Overall, {sample}.zarr stores the cell abundance results written back to the spatial object, Cell2Loc_inf_aver.csv describes the reference expression signatures, and cluster_abundance_stats.csv is better suited for region-level or group-level composition comparisons.
2. Training convergence curves
The ELBO curve displays the model training progress. The x-axis represents the number of training iterations and the y-axis represents the objective function value. This can be used to assess whether the reference model or spatial model has reached a relatively stable convergence state.

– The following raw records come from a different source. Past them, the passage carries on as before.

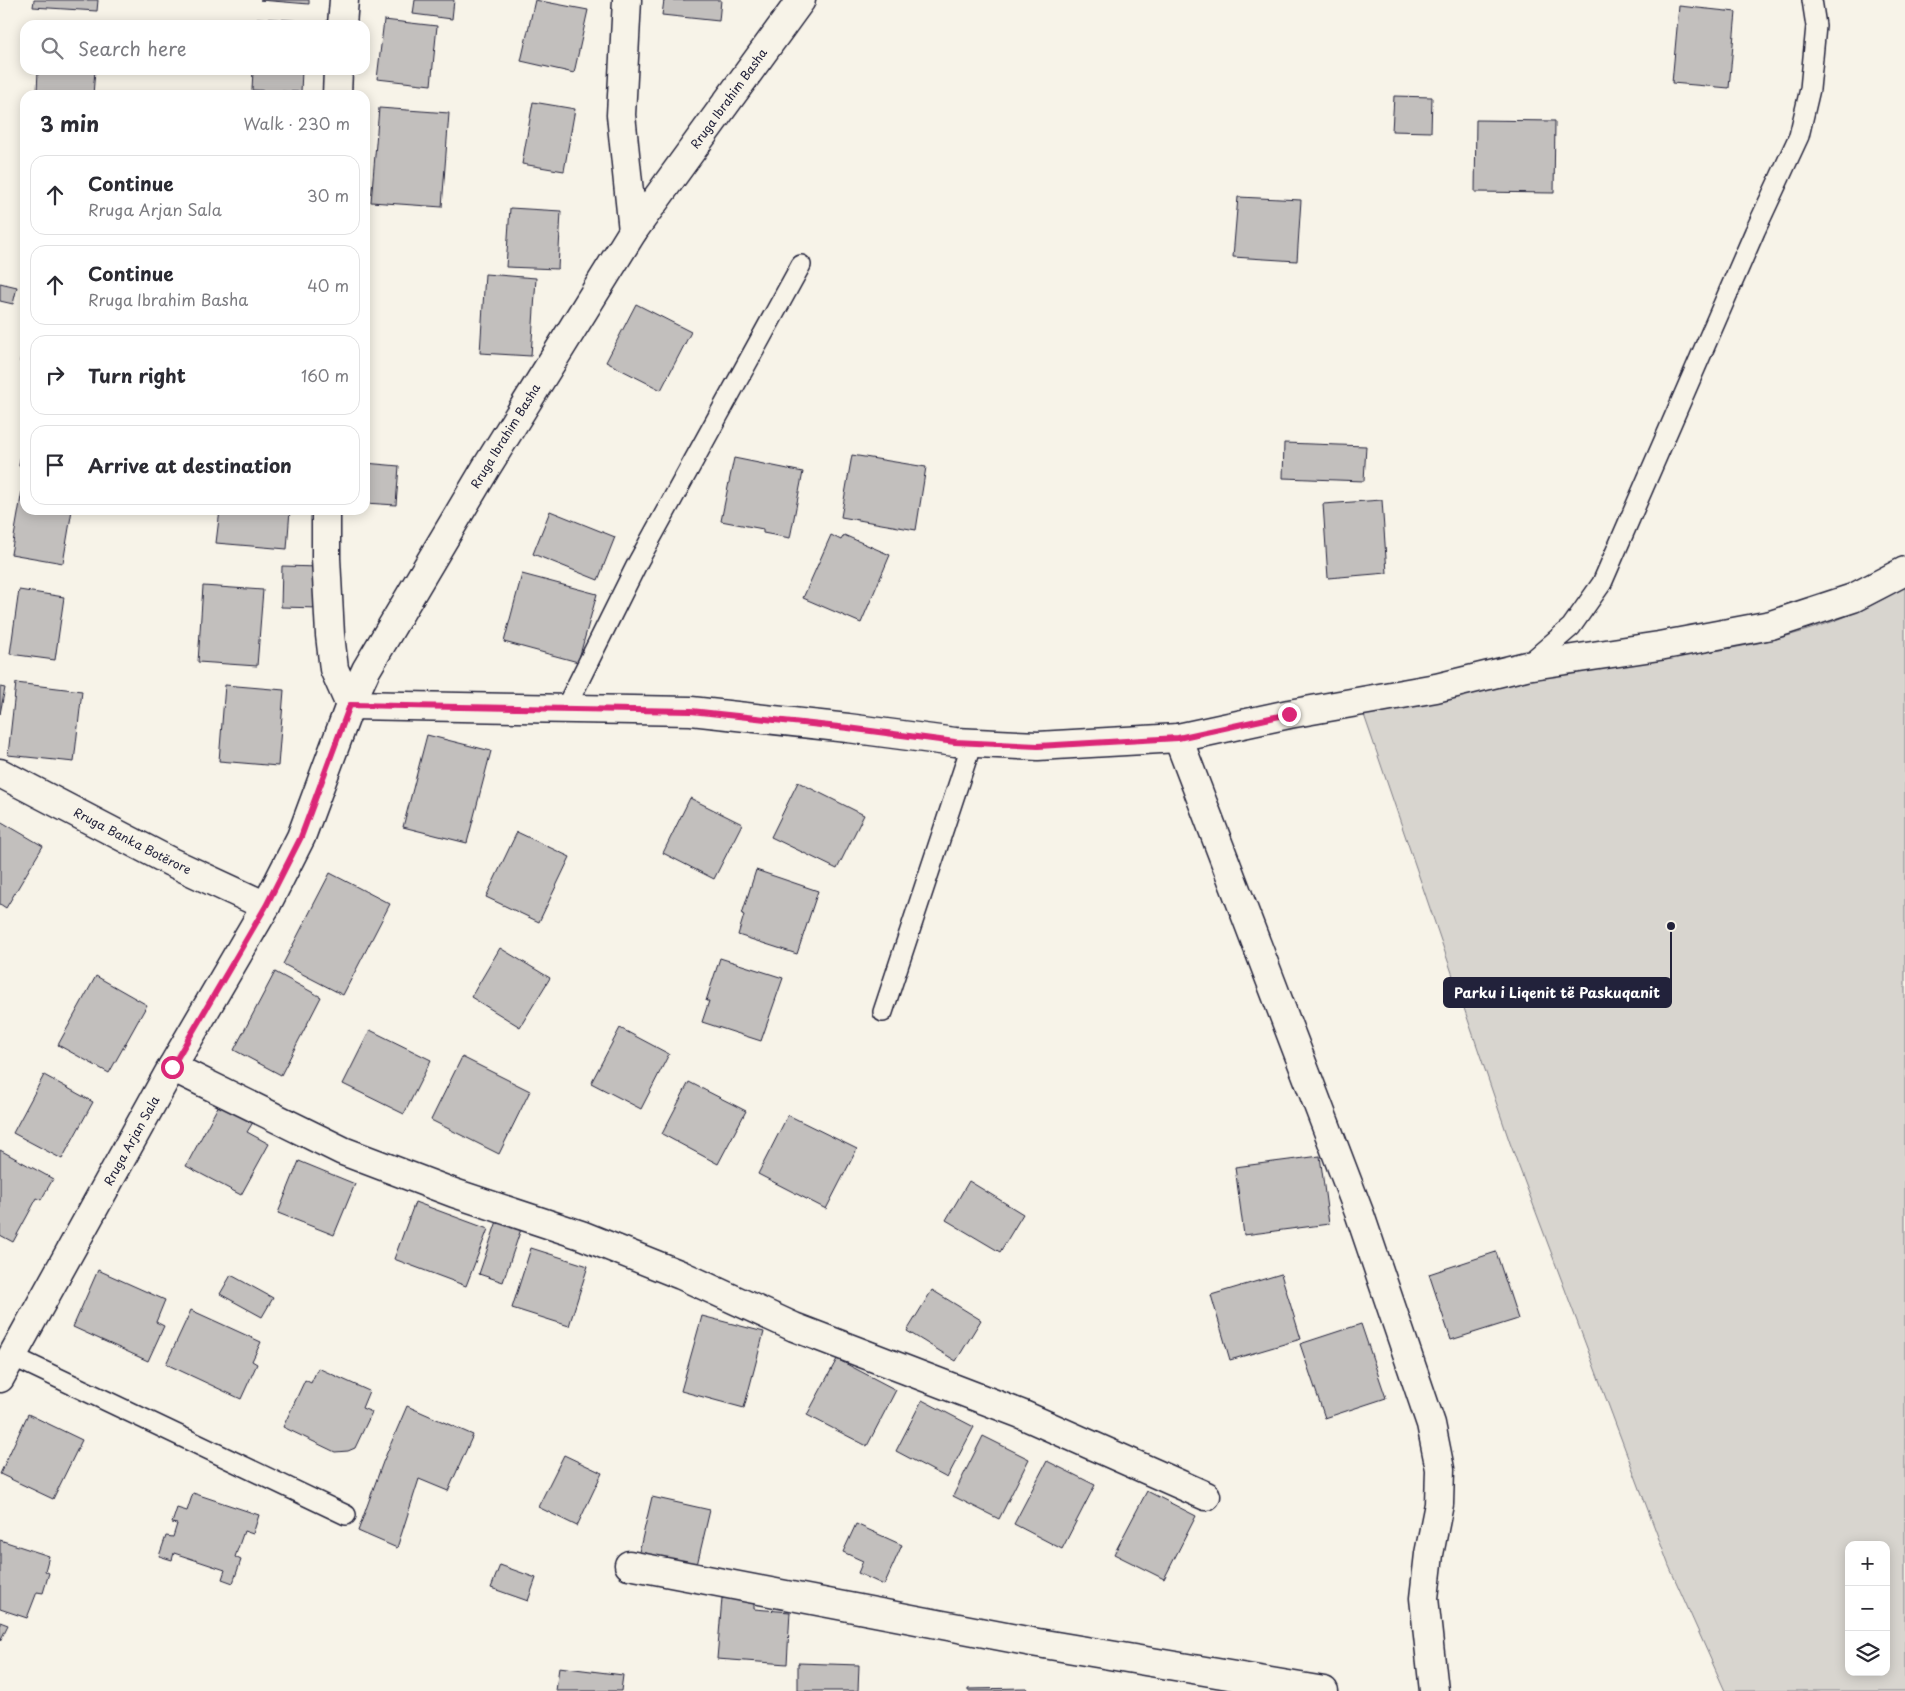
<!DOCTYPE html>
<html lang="en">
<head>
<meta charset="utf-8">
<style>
	body { margin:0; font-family:"Playpen Sans",sans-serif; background:#f7f7f7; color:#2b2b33 }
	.controls { position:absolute; right:15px; bottom:15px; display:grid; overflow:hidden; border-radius:10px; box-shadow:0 2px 12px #0003 }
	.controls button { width:45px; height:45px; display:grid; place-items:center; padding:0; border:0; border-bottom:1px solid #e1e1e2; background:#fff; color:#2b2b33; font:25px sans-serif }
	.stop { position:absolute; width:15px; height:15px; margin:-11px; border:4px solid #db2777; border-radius:50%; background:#fff }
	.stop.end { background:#db2777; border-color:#fff; box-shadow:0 1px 5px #0008 }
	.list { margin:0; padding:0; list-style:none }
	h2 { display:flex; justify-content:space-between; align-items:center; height:65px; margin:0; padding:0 20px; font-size:21px }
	h2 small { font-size:16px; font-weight:400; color:#7c7c81 }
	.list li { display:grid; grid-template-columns:32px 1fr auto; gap:15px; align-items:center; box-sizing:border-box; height:80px; margin:0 10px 10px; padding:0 10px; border:1px solid #e1e1e2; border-radius:15px }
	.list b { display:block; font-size:19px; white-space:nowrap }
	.list p { margin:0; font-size:16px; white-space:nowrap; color:#7c7c81 }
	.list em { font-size:16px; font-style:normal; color:#7c7c81 }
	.icon { flex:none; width:28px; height:28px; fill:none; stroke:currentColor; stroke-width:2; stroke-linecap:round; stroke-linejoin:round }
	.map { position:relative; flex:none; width:1905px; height:1691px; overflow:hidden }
	.search { position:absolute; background:#fff; box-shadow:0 2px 12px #0003; left:20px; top:20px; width:350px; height:55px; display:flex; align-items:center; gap:12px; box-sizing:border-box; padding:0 18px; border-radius:15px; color:#7c7c81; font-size:19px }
	.panel { position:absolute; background:#fff; box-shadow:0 2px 12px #0003; left:20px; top:90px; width:350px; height:425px; border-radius:15px }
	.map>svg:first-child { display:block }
</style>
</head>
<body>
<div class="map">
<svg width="1905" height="1691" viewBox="0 0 1905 1691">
	<rect width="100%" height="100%" fill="#f7f3e8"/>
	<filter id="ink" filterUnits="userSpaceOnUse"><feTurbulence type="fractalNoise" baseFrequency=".02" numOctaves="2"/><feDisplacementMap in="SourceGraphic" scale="10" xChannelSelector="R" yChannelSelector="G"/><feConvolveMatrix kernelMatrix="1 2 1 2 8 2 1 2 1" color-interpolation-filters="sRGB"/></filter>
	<g filter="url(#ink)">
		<path fill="#d8d5cf" stroke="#7d7c85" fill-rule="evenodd" d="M 1905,587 L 1905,1691 L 1725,1691 L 1669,1566 L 1510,1143 L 1362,709 C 1429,696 1496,682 1563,672 C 1649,658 1740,654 1823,625 C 1852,615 1879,602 1905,587 ZM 1849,1545 L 1886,1545 L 1886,1672 L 1849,1672 Z"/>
		<g fill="#c2bfbd" stroke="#22223b">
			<path d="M 34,0 L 98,0 L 97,11 L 33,7 Z"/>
			<path d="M 260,0 L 309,0 L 309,4 Z"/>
			<path d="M 415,0 L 454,0 L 452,19 L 413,14 Z"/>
			<path d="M 535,0 L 588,10 L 574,73 L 521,61 Z"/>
			<path d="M 664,0 L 721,0 L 719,21 L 662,15 Z"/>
			<path d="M 1679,6 L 1736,12 L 1729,88 L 1672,83 Z"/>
			<path d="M 257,18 L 305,21 L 305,25 L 256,25 Z"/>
			<path d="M 384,20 L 437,26 L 431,85 L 377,79 Z"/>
			<path d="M 38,70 L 95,70 L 93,95 L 37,92 Z"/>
			<path d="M 253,70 L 302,70 L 301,92 L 252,90 Z"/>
			<path d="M 1394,96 L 1432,97 L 1431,132 L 1392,131 Z"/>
			<path d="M 533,102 L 575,109 L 564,171 L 522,164 Z"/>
			<path d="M 379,108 L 449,113 L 442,207 L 371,202 Z"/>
			<path d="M 1476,120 L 1555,121 L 1554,193 L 1475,192 Z"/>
			<path d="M 1238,197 L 1301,200 L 1297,261 L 1233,257 Z"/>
			<path d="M 510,208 L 561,211 L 558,269 L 506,267 Z"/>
			<path d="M 485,274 L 536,278 L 531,356 L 480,353 Z"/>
			<path d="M 0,283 L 17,287 L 13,304 L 0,301 Z"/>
			<path d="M 636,304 L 691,332 L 661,390 L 606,362 Z"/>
			<path d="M 25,318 L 25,363 L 20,362 Z"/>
			<path d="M 25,427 L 25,467 L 19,466 Z"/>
			<path d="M 1284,443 L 1366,446 L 1364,481 L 1283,478 Z"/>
			<path d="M 852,455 L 926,467 L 916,530 L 841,517 Z"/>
			<path d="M 734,458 L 803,472 L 790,538 L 763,533 L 763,529 L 721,521 Z"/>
			<path d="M 365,463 L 399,466 L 396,505 L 365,503 Z"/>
			<path d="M 25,474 L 25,510 L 72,510 L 63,563 L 11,554 Z"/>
			<path d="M 1382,500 L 1387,573 L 1328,578 L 1323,504 Z"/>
			<path d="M 220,510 L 290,510 L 287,549 L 216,543 Z"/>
			<path d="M 550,511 L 615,537 L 598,580 L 533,554 Z"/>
			<path d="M 831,535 L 841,540 L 844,535 L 890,555 L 861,623 L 803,598 Z"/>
			<path d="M 282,566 L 320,567 L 319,608 L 281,607 Z"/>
			<path d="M 522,574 L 597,594 L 578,662 L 504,642 Z"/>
			<path d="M 203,586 L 263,590 L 257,666 L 198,662 Z"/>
			<path d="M 19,590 L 64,597 L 55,660 L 10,654 Z"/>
			<path d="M 16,683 L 82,691 L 74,762 L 8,755 Z"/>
			<path d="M 225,685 L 284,690 L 278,766 L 219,761 Z"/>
			<path d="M 0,687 L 5,688 L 0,714 Z"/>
			<path d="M 427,735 L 491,751 L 467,843 L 403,827 Z"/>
			<path d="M 798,782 L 864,815 L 837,869 L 771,837 Z"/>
			<path d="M 690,798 L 742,824 L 714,879 L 663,853 Z"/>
			<path d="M 0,821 L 43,846 L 6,908 L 0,904 Z"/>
			<path d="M 517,832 L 570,857 L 539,922 L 486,897 Z"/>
			<path d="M 756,870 L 818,891 L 797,954 L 738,935 L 744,915 L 742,914 Z"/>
			<path d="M 330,873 L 390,904 L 343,995 L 283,964 Z"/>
			<path d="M 500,948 L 550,978 L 520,1027 L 471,997 Z"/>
			<path d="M 720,958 L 783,978 L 761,1041 L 702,1022 L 709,1001 L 706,1001 Z"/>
			<path d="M 275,972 L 321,997 L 281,1075 L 234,1050 Z"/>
			<path d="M 96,976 L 147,1005 L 109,1073 L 58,1045 Z"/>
			<path d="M 620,1028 L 669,1054 L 641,1109 L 591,1083 Z"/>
			<path d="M 370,1030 L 431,1060 L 404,1114 L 343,1084 Z"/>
			<path d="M 462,1057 L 530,1091 L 499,1154 L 431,1120 Z"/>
			<path d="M 44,1075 L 93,1102 L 62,1159 L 13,1133 Z"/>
			<path d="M 689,1082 L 746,1111 L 718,1164 L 662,1134 Z"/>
			<path d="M 221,1101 L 255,1119 L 247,1132 L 269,1144 L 241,1195 L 186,1166 Z"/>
			<path d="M 788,1115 L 857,1149 L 826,1209 L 758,1174 Z"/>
			<path d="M 0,1150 L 53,1179 L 41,1200 L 37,1198 L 13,1242 L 0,1235 Z"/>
			<path d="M 1320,1156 L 1329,1224 L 1244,1235 L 1235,1167 Z"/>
			<path d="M 299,1161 L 355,1184 L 334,1235 L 278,1213 Z"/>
			<path d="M 969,1181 L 1023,1214 L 1000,1252 L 946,1220 Z"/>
			<path d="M 415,1202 L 488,1229 L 466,1286 L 394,1259 Z"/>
			<path d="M 497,1221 L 521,1229 L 503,1282 L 479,1274 Z"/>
			<path d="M 531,1248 L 588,1266 L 569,1326 L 512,1308 Z"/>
			<path d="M 1496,1252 L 1518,1319 L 1451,1340 L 1429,1274 Z"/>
			<path d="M 98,1270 L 165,1300 L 156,1322 L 164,1326 L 148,1361 L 73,1327 Z"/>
			<path d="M 1281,1274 L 1301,1339 L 1230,1360 L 1211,1295 Z"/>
			<path d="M 231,1275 L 273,1298 L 262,1317 L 220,1294 Z"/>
			<path d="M 932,1290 L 981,1320 L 956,1361 L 907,1331 Z"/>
			<path d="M 191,1310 L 261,1342 L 252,1361 L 257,1364 L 241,1399 L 166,1364 Z"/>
			<path d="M 702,1316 L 764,1332 L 744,1408 L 681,1391 Z"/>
			<path d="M 1361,1324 L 1386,1398 L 1325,1418 L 1300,1344 Z"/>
			<path d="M 837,1359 L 896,1390 L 867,1446 L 807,1415 Z"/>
			<path d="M 318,1368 L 369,1391 L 362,1408 L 372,1412 L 355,1448 L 348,1451 L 335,1452 L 283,1427 L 305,1380 L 311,1383 Z"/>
			<path d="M 922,1400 L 974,1427 L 947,1478 L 896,1451 Z"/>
			<path d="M 407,1406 L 473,1435 L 448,1491 L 419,1479 L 397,1548 L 358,1531 L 383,1462 Z"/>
			<path d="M 28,1414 L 82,1440 L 53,1499 L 0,1474 Z"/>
			<path d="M 983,1436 L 1029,1459 L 999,1519 L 953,1496 Z"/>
			<path d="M 564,1455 L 602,1473 L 577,1526 L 538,1507 Z"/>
			<path d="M 1047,1461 L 1095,1485 L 1062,1549 L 1014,1524 Z"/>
			<path d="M 1147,1491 L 1196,1516 L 1164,1579 L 1114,1554 Z"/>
			<path d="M 193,1493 L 259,1515 L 253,1534 L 244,1531 L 235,1557 L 241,1560 L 233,1583 L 222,1579 L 225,1570 L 174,1553 L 172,1560 L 159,1556 L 166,1536 L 173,1537 L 177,1524 L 172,1523 L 177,1508 L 187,1511 Z"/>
			<path d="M 652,1497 L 710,1510 L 697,1565 L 639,1552 Z"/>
			<path d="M 856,1524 L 902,1545 L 884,1585 L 858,1573 L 863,1561 L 843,1552 Z"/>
			<path d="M 0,1540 L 49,1556 L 45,1571 L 49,1573 L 43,1593 L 37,1592 L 27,1618 L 0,1609 Z"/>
			<path d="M 500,1565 L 536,1578 L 528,1601 L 491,1588 Z"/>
			<path d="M 722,1598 L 754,1601 L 754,1609 L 790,1612 L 787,1664 L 717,1659 Z"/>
			<path d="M 0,1622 L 8,1625 L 0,1641 Z"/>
			<path d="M 798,1663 L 859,1665 L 858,1691 L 798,1691 Z"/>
			<path d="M 559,1667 L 623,1675 L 621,1691 L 556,1691 Z"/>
			<path d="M 1027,1688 L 1027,1691 L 968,1691 L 968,1689 Z"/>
		</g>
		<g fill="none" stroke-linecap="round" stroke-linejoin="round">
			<g stroke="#22223b" stroke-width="22">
				<g id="service">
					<path d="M 1527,665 L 1571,627 L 1602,583 L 1755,231 L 1799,136 L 1810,89 L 1816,26 L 1812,0"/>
					<path d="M 565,709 L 638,562 L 801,265"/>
					<path d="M 883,1012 L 972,743"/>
					<path d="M 12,1356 L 346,1515"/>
				</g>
			</g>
			<g stroke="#22223b" stroke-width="31">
				<g id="minor">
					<path d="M 627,0 L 621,115 L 633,231"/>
					<path d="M 342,25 L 344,0"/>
					<path d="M 337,95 L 338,70"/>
					<path d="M 326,510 L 326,558 L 330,635 L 334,669 L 350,705 L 691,711 L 848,728 L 955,742 L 1038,746 L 1178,738 L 1289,714 L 1436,688 L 1526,666 L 1659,646 L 1771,625 L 1853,598 L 1905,571"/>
					<path d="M 1178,738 L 1360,1215 L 1431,1424 L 1440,1469 L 1439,1504 L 1429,1554 L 1424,1598 L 1434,1691"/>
					<path id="s1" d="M 266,906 L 301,837 L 350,705 L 366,670 L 486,468 L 633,231 L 801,0"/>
					<path d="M 172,1067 L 343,1151 L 454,1193 L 581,1235 L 681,1275 L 794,1327 L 1021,1414 L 1206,1496"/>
					<path d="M 629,1565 L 1032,1642 L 1324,1691"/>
				</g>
			</g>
			<g stroke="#22223b" stroke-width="31">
				<g id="tertiary">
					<path id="s2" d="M 0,773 L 171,862 L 266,906 L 172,1067 L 0,1378"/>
				</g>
			</g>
			<use href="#service" stroke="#f7f3e8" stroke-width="19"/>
			<use href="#minor" stroke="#f7f3e8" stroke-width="28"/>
			<use href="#tertiary" stroke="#f7f3e8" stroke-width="28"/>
		</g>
	</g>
	<g fill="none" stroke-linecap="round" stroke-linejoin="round" filter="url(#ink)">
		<path stroke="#db2777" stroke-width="6" d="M 172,1067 L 266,906 L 301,837 L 350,705 L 691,711 L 848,728 L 955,742 L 1038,746 L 1178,738 L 1289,714"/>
	</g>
	<g text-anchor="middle" stroke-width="4" stroke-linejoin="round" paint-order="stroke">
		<g font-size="12" fill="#22223b" stroke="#f7f3e8">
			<text dy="4" stroke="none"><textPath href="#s1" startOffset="934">Rruga Ibrahim Basha</textPath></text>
			<text dy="4" stroke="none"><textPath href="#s1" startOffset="529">Rruga Ibrahim Basha</textPath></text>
			<text dy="4" stroke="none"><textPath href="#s2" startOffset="149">Rruga Banka Botërore</textPath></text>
			<text transform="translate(132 1141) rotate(-61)" y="4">Rruga Arjan Sala</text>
		</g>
	</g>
	<path fill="none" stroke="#22223b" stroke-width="2" d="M1671 926L1671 993"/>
	<circle fill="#22223b" stroke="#f7f3e8" stroke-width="2" cx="1671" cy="926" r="5"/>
	<rect fill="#22223b" stroke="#22223b" stroke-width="2" x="1444" y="978" width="227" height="29" rx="5"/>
	<g font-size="14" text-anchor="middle" font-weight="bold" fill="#fff">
		<text x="1557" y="998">Parku i Liqenit të Paskuqanit</text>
	</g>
</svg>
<div class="controls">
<button>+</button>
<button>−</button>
<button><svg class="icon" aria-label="layers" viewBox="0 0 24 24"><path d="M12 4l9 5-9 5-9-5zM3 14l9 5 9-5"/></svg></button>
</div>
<div class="stop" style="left:172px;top:1067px"></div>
<div class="stop end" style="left:1289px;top:714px"></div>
<div class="search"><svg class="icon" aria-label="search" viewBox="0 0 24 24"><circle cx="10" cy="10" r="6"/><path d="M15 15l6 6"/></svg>Search here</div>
<section class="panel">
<h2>3 min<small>Walk · 230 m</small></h2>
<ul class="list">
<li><svg class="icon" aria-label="ahead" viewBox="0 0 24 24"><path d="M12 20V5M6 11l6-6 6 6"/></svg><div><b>Continue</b><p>Rruga Arjan Sala</p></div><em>30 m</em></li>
<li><svg class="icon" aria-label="ahead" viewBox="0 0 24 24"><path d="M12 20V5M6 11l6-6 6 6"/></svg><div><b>Continue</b><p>Rruga Ibrahim Basha</p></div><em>40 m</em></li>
<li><svg class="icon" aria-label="right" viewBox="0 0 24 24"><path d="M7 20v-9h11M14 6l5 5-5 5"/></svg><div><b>Turn right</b></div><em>160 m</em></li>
<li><svg class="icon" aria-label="arrive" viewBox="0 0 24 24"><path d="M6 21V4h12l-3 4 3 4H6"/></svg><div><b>Arrive at destination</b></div></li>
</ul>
</section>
</div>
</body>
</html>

3. Dot plot linking abundances to unsupervised regions
This figure summarizes the distribution characteristics of different cell types across different tissue regions. Different panels correspond to different cell types and can be used to identify spatial enrichment, continuous variation trends, and region-specific patterns.
4. Stacked bar plot of cell composition (cluster_abundance_stacked_bar.png)
This stacked bar plot displays the relative abundance of each cell type across different clustering regions or samples and is suitable for comparing compositional differences between regions.
5. NMF-based decomposition analysis
This result shows the latent composition patterns derived from further decomposition of the abundance matrix, which can assist in identifying representative cell co-localization structures and regional composition features.
6. Spatial visualization of decomposition factors
This figure maps the decomposed latent factors back onto spatial coordinates, helping to observe the spatial distribution of different composition patterns and their locally enriched regions.
7. Spatial map of dominant cell abundance
For low-resolution spatial data, cell2location returns cell abundance weights rather than discrete hard labels. This plot shows only the cell type with the highest abundance in each spot, serving as a rough overview of the overall spatial composition.